Aborder ce mot avec un esprit d’escalier, voilà qui fait sourire et invite à la légèreté, pourquoi pas ! Il y a toutes sortes d’escalier, les somptueux et les bancales, comme les humains en somme.
Pas de grandes demeures, celles d’autrefois, châteaux ou édifices de pouvoir sans escaliers larges aux volutes élégantes. Monter l’escalier rapprochait du prince, impressionnait les petits et rehaussait les courtisans.
Escaliers royaux, escaliers républicains, grand escalier de l’Opéra avec ses gardes républicains en tenue de soldats de plomb, armée d’opérette ravie de siéger à l’Opéra, promotion réjouissante.
Escaliers de marbre, brillants comme l’ivoire trop longtemps caressé, escaliers des fastes de l’histoire que ses acteurs n’ont pu user.
Escaliers de pierre, plus tendres, aux marches incurvées par un nombre incalculables de pas, souvent théâtres de duels sans paroles où ne résonnait que le cliquetis des épées.
L’avantage revenait à celui qui se trouvait sur plus haute marche que l’adversaire, domination précaire. Marches profondes en pentes douces, montées sans efforts par les dames relevant délicatement crinoline fleurie.
Escaliers en colimaçon des tours à portes secrètes, ou encore des échafauds pour dernière ascension.
Mais quittons les escaliers à aristocratiques souvenirs, pour ceux des faux semblants, ceux du théâtre. Là on ne monte pas, on descend. L’ai-je bien descendu, clamait Mistinguett en années folles, revêtue de strass et de falbalas emplumés. Escalier décor, face au tombeau qui s’ouvre pour Don Juan refusé du ciel auquel il n‘a pas droit.
Escaliers de service pour le petit peuple au service des grands. Rengaine des pas lourds, il faut monter, descendre, en lente routine, esprit ailleurs. On s’est fâché avec l’escalier moderne des grands ensembles, alors le génie humain a inventé l’ascenseur pour lui faire la nique.
Escalier de la cave, celui-là est plus intime, en bois brut dans les demeures campagnardes, penché comme s’il allait tomber sous le poids des ans, mais ne rompant jamais, fidèle aux aïeux, à leurs héritiers et aux enfants menacés d’y descendre s’ils n’étaient pas sages.

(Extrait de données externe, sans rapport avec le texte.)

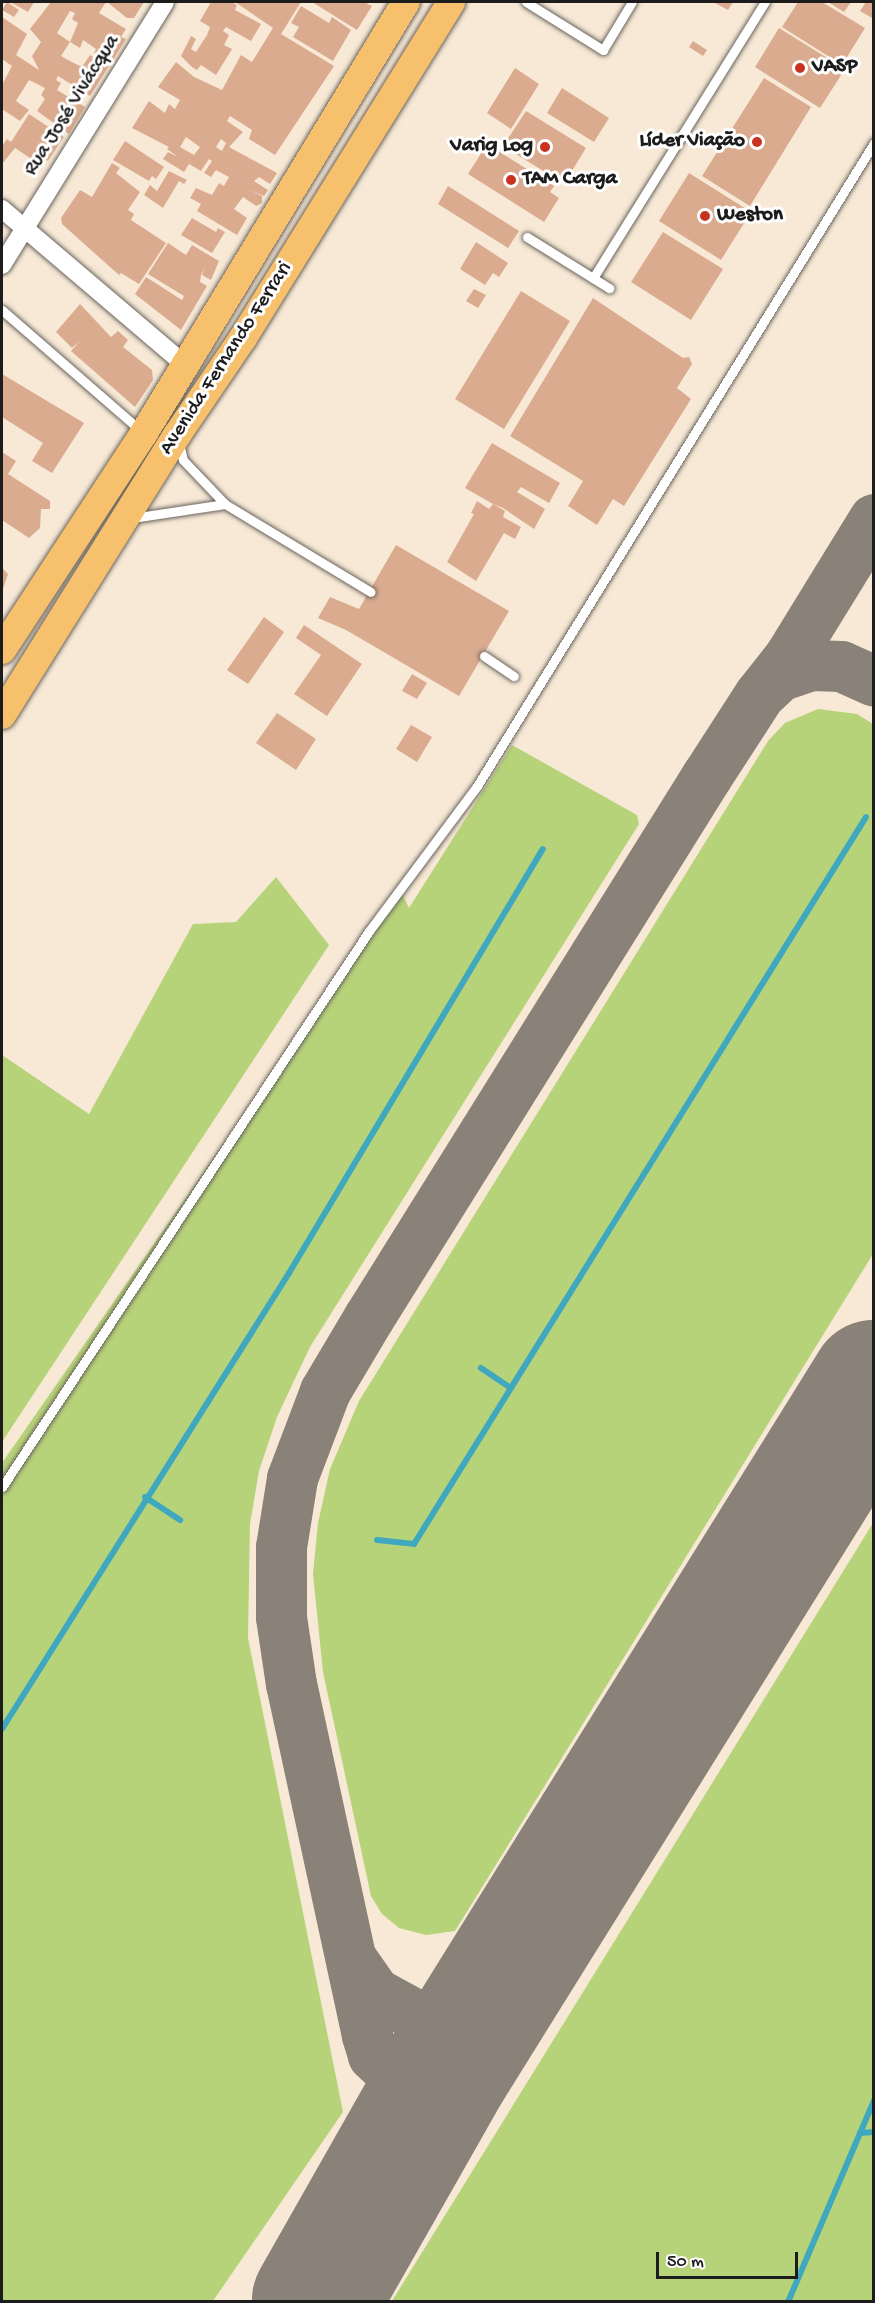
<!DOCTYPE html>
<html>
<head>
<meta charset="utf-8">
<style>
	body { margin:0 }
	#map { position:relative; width:875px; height:2303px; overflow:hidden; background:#f7e9d6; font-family:"Gochi Hand",sans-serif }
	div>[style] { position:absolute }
	.green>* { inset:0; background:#b7d379 }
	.stream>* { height:6px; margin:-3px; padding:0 3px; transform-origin:3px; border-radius:3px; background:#3fa8bf }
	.taxiway>* { height:51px; margin:-25.5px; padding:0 25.5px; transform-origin:25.5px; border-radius:25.5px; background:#8a8279 }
	.runway>* { height:128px; margin:-64px; padding:0 64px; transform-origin:64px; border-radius:64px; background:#8a8279 }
	.building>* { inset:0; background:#dbab90 }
	.roads { filter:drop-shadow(0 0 2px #69645d) drop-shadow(0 0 2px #69645d) }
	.service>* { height:9px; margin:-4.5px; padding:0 4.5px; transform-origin:4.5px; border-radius:4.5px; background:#fff }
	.minor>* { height:18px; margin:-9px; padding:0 9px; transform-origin:9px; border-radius:9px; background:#fff }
	.primary>* { height:28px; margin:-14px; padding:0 14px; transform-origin:14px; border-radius:14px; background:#f7c06c }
	.dots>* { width:16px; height:16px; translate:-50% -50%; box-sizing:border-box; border:3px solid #fff; border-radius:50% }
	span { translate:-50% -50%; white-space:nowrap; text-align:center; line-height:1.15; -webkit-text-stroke:6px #fff; paint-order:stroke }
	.poi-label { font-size:21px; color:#1c1c1c; font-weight:700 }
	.left { translate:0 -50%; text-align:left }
	.right { translate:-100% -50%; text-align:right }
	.street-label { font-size:21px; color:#1c1c1c }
	.frame { position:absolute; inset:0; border:3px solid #1c1c1c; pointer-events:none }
	.scale { position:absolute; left:656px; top:2252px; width:142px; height:27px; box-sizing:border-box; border:3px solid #1c1c1c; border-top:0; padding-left:8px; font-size:18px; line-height:21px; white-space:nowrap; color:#1c1c1c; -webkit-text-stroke:4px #fff; paint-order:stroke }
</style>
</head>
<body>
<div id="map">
	<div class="green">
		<i style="clip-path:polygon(818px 709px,857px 714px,873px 724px,873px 1254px,455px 1931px,426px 1935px,399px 1928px,382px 1914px,371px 1896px,323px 1672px,313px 1574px,318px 1523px,330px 1469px,359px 1401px,768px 741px,785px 723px)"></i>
		<i style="clip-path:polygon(512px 745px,637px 815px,639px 824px,310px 1347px,277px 1417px,259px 1471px,250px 1524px,248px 1638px,343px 2112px,213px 2301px,2px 2302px,2px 1463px,400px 889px,409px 908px)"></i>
		<i style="clip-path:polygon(276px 877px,329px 945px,2px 1442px,2px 1055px,89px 1114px,193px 924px,236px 922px)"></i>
		<i style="clip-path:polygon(873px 1523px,873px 2301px,392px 2301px)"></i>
	</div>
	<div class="stream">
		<i style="left:481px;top:1368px;width:36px;rotate:34deg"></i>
		<i style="left:145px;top:1497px;width:42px;rotate:33.3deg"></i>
		<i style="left:377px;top:1540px;width:37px;rotate:6deg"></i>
		<i style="left:414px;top:1544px;width:856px;rotate:-58.13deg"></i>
		<i style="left:2px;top:1729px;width:539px;rotate:-57.81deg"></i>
		<i style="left:289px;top:1273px;width:494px;rotate:-59.1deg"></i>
		<i style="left:860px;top:2133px;width:14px;rotate:-4deg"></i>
		<i style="left:788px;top:2302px;width:220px;rotate:-66.9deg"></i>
	</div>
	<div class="taxiway">
		<i style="left:763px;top:691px;width:22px;rotate:-43deg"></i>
		<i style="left:779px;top:676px;width:34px;rotate:-19deg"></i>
		<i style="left:811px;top:665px;width:30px;rotate:2deg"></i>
		<i style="left:841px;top:666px;width:36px;rotate:24deg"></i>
		<i style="left:352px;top:1960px;width:39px;rotate:55deg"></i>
		<i style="left:374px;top:1992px;width:46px;rotate:28.8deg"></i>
		<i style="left:414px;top:2014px;width:25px;rotate:2deg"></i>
		<i style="left:439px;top:2015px;width:29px;rotate:-14deg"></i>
		<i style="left:467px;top:2008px;width:48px;rotate:-40deg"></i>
		<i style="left:448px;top:2068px;width:34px;rotate:163deg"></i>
		<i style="left:415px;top:2078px;width:24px;rotate:-168deg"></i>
		<i style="left:392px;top:2073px;width:26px;rotate:-137deg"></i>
		<i style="left:373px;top:2055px;width:21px;rotate:-107deg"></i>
		<i style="left:367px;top:2035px;width:359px;rotate:-102.2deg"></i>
		<i style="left:291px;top:1684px;width:68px;rotate:-98.5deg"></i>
		<i style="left:281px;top:1617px;width:70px;rotate:-90deg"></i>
		<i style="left:281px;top:1547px;width:70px;rotate:-80.9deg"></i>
		<i style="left:292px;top:1478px;width:93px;rotate:-69.2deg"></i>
		<i style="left:325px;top:1391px;width:86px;rotate:-59.3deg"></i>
		<i style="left:369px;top:1317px;width:637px;rotate:-58.03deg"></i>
		<i style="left:706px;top:777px;width:98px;rotate:-57.1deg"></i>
		<i style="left:759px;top:695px;width:48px;rotate:-51.7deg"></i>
		<i style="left:789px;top:657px;width:162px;rotate:-58.4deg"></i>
	</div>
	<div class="runway">
		<i style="left:316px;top:2300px;width:267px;rotate:-60.4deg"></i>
		<i style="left:448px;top:2068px;width:806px;rotate:-58.09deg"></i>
	</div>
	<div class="building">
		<i style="clip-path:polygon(7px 2px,19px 10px,14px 17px,2px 10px)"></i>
		<i style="clip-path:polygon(10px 2px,34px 2px,28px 12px)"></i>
		<i style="clip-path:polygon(51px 2px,106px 2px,99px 13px,126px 29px,121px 37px,126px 39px,111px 63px,94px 53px,96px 49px,83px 40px,80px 48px,70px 42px,78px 23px,72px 19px,75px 13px,70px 11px,57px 33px,70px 42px,61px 56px,68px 60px,82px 67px,90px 55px,109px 66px,90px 96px,58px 76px,56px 80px,61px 83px,57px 90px,85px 107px,69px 134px,37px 111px,45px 99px,41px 95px,45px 88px,29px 80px,16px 101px,29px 110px,20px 121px,2px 109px,2px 85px,12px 66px,2px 59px,2px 17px,27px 34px,16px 55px,39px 70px,32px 56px,41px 42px,30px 29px)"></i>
		<i style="clip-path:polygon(107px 2px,144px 2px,134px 18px,127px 18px)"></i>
		<i style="clip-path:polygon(211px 2px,231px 2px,237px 5px,235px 10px,261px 24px,251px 41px,226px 27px,223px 31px,229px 35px,224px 45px,232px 49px,216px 75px,201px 65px,197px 70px,192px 67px,181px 56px,191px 36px,196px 39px,191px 49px,196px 52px,207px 35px,210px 27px,200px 21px)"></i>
		<i style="clip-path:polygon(evenodd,235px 2px,301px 2px,281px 34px,334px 66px,275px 155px,249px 139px,252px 130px,230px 116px,227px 121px,243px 132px,229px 147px,277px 173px,270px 184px,259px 177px,254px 181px,268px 190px,264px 196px,250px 190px,262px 196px,262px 203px,256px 206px,243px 197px,234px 209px,247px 218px,237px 235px,197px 211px,201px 204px,190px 198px,196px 188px,212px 195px,219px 183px,224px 186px,229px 177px,216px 170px,211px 177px,204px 173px,212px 161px,209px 159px,201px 171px,189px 164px,184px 172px,163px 159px,168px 152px,178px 157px,167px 149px,169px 147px,132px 128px,149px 101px,165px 113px,169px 104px,175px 109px,180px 100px,158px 87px,176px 62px,194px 77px,222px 90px,241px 55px,252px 62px,273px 28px,235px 2px,186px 137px,200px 147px,194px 155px,180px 147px,186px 137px,235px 2px,221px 139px,226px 143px,222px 151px,216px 147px,221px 139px)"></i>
		<i style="clip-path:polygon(312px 2px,364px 2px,372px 6px,357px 30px)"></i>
		<i style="clip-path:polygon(713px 2px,733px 2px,728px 10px)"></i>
		<i style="clip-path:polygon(798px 2px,822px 2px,865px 28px,842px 65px,782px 27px)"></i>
		<i style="clip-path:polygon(828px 2px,851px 2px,844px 12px)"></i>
		<i style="clip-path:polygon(866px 2px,874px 2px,874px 19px,860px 11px)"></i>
		<i style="clip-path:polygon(301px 6px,329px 23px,332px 17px,351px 30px,333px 61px,293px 37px,299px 27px,291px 23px)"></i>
		<i style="clip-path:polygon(779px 28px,845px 69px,820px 108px,755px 67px)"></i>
		<i style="clip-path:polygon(693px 41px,707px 50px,703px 56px,689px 47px)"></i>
		<i style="clip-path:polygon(515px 68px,539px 84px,511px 129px,487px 113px)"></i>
		<i style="clip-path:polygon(764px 78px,811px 107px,750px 206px,702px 176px)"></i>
		<i style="clip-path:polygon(562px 88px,609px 118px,594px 142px,547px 113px)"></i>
		<i style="clip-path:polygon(526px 111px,586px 148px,564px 184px,503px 146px)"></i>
		<i style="clip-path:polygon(29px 114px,64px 137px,48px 161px,37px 155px,30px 158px,15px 148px,2px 164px,2px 146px,7px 139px,11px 142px)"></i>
		<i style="clip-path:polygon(125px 141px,164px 167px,156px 179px,152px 176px,149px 181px,113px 160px)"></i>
		<i style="clip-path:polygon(487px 144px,554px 186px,550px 192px,559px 198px,544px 222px,468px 174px)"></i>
		<i style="clip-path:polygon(112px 163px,120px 168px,116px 173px,140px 192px,128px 210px,134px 214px,131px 220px,166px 243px,139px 284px,121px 273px,119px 275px,62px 224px,61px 218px,80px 190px,92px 197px)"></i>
		<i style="clip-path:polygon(169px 171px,187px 180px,184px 184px,179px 181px,163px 208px,144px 195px,150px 185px,157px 191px)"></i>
		<i style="clip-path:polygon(689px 173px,751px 212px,721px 260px,659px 221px)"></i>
		<i style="clip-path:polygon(448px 186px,519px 231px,508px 248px,438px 204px)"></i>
		<i style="clip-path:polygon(192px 218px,216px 232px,218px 228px,225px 232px,212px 253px,181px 235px)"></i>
		<i style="clip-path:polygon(663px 232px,723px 269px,691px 320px,631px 282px)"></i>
		<i style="clip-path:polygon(476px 242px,508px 263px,499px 277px,493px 273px,485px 285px,460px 269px)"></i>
		<i style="clip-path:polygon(168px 243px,192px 259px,186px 255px,192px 245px,219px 261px,211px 280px,202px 275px,205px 267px,201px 275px,200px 282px,207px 286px,181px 330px,135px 294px,146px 277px,182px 300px,184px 296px,148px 274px)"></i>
		<i style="clip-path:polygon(474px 289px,486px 295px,478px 308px,466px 301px)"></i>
		<i style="clip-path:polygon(521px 291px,570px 321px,504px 429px,455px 399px)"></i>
		<i style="clip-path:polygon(593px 298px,683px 358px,689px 357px,692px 364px,677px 388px,691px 399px,624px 506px,613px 499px,597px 525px,568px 506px,583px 481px,510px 436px)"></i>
		<i style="clip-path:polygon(80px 304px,111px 337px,118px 331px,128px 340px,123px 347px,152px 370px,153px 380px,135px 407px,71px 351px,80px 341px,72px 348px,56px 332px)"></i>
		<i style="clip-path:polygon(2px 374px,84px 423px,52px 473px,32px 461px,43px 443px,2px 417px)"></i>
		<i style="clip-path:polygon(492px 443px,560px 483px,549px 503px,521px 487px,517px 492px,545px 509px,534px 529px,503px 508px,493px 504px,505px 511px,503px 517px,521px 527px,515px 539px,504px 533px,476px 581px,447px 562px,474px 514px,471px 513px,477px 501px,489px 509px,493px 504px,465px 488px)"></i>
		<i style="clip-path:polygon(2px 452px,16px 461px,8px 474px,50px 501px,50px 509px,41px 509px,40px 528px,29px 538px,2px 520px)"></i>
		<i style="clip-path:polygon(396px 545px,509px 611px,459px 696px,346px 630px,318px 618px,330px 597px,359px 609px)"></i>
		<i style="clip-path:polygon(2px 568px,8px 574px,2px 592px)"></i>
		<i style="clip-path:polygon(264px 617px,284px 632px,248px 684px,227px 670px)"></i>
		<i style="clip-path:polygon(304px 625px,362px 664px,327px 716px,294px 694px,321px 655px,296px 638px)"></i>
		<i style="clip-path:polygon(412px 674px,427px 683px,417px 699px,402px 691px)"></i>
		<i style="clip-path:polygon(277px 713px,316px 739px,296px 770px,256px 743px)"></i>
		<i style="clip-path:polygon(411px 725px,432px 737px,417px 762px,396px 749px)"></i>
	</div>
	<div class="roads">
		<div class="service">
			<i style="left:526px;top:2px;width:91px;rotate:31.9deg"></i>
			<i style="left:603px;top:50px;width:56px;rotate:-58.9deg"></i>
			<i style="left:527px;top:237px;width:97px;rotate:31.9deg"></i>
			<i style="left:593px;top:278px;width:325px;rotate:-58.1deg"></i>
			<i style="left:2px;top:310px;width:183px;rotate:41deg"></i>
			<i style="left:179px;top:443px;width:17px;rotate:77deg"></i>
			<i style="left:183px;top:460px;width:61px;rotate:46.3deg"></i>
			<i style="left:225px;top:504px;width:170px;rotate:31.1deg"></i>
			<i style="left:132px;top:518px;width:94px;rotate:-8.6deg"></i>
			<i style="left:484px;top:656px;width:36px;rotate:34deg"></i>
			<i style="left:2px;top:1487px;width:666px;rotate:-56.57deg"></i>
			<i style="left:369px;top:931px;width:181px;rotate:-53.3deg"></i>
			<i style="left:477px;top:786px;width:756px;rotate:-58.31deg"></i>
		</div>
		<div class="minor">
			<i style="left:2px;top:209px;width:240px;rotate:40.4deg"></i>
			<i style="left:2px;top:265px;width:309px;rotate:-58.2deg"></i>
		</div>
		<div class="primary">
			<i style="left:2px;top:650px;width:259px;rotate:-56.8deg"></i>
			<i style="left:144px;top:433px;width:504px;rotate:-58.71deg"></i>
			<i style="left:2px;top:715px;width:330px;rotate:-58deg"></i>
			<i style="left:177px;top:435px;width:117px;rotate:-55.8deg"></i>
			<i style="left:243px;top:338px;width:395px;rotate:-58.2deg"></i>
		</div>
	</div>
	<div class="dots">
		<i style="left:800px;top:68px;background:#c8321e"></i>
		<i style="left:757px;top:142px;background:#c8321e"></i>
		<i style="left:545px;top:147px;background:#c8321e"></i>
		<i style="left:511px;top:180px;background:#c8321e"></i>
		<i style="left:705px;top:216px;background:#c8321e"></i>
	</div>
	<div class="poi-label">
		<span class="left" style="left:812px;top:68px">VASP</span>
		<span class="right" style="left:745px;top:142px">Líder Viação</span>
		<span class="right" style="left:533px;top:147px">Varig Log</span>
		<span class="left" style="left:523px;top:180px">TAM Carga</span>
		<span class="left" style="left:717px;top:216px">Weston</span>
	</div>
	<div class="street-label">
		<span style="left:73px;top:106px;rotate:-58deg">Rua José Vivácqua</span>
		<span style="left:227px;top:359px;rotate:-57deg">Avenida Fernando Ferrari</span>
	</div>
	<div class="frame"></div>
	<div class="scale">50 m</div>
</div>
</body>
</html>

Il est aussi l’escalier gourmand des grands-parents, où se rangeaient les pommes de terre et celles des pommiers, en tas bien alignés pour survivre tout l’hiver.
Il menait à la réserve de bois et de briquettes pour que chaleur dure pendant les frimas. Signe d’aisance, les bonnes bouteilles couvertes de poussière attendaient de revenir à la surface les jours de fête carillonnées.
Avec l’esprit d’escalier, le passé et le présent se racontent ainsi dans le désordre, au gré des souvenirs et des caprices de chacun. Mais notre vie n’est-elle pas aussi une sorte d’escalier ?
Ses marches se gravissent de l’enfance jusqu’à l’âge avancé. Escalier parfois muni de rambardes rassurantes, parfois à nu pouvant donner vertige dangereux.
Il se monte avec plus ou moins de fougue ou de peine mais ne permet pas de retour. A chacun son escalier. Heureusement, il y a des passerelles pour en changer et s’élever sur d’autres envolées avec larges vues sur l’horizon.
Tout escalier peut ainsi devenir échelle de Jacob.
Hélène Lenattier
Nancy - Vocation tardive. Sur les bancs de la fac, à 60 ans
Elle aurait dû être mère au foyer, comme la plupart des femmes de sa génération. Nantie de son bac, obtenu en 1947, Hélène Sicard-Lenattier a intégré l'entreprise familiale de pièces pour...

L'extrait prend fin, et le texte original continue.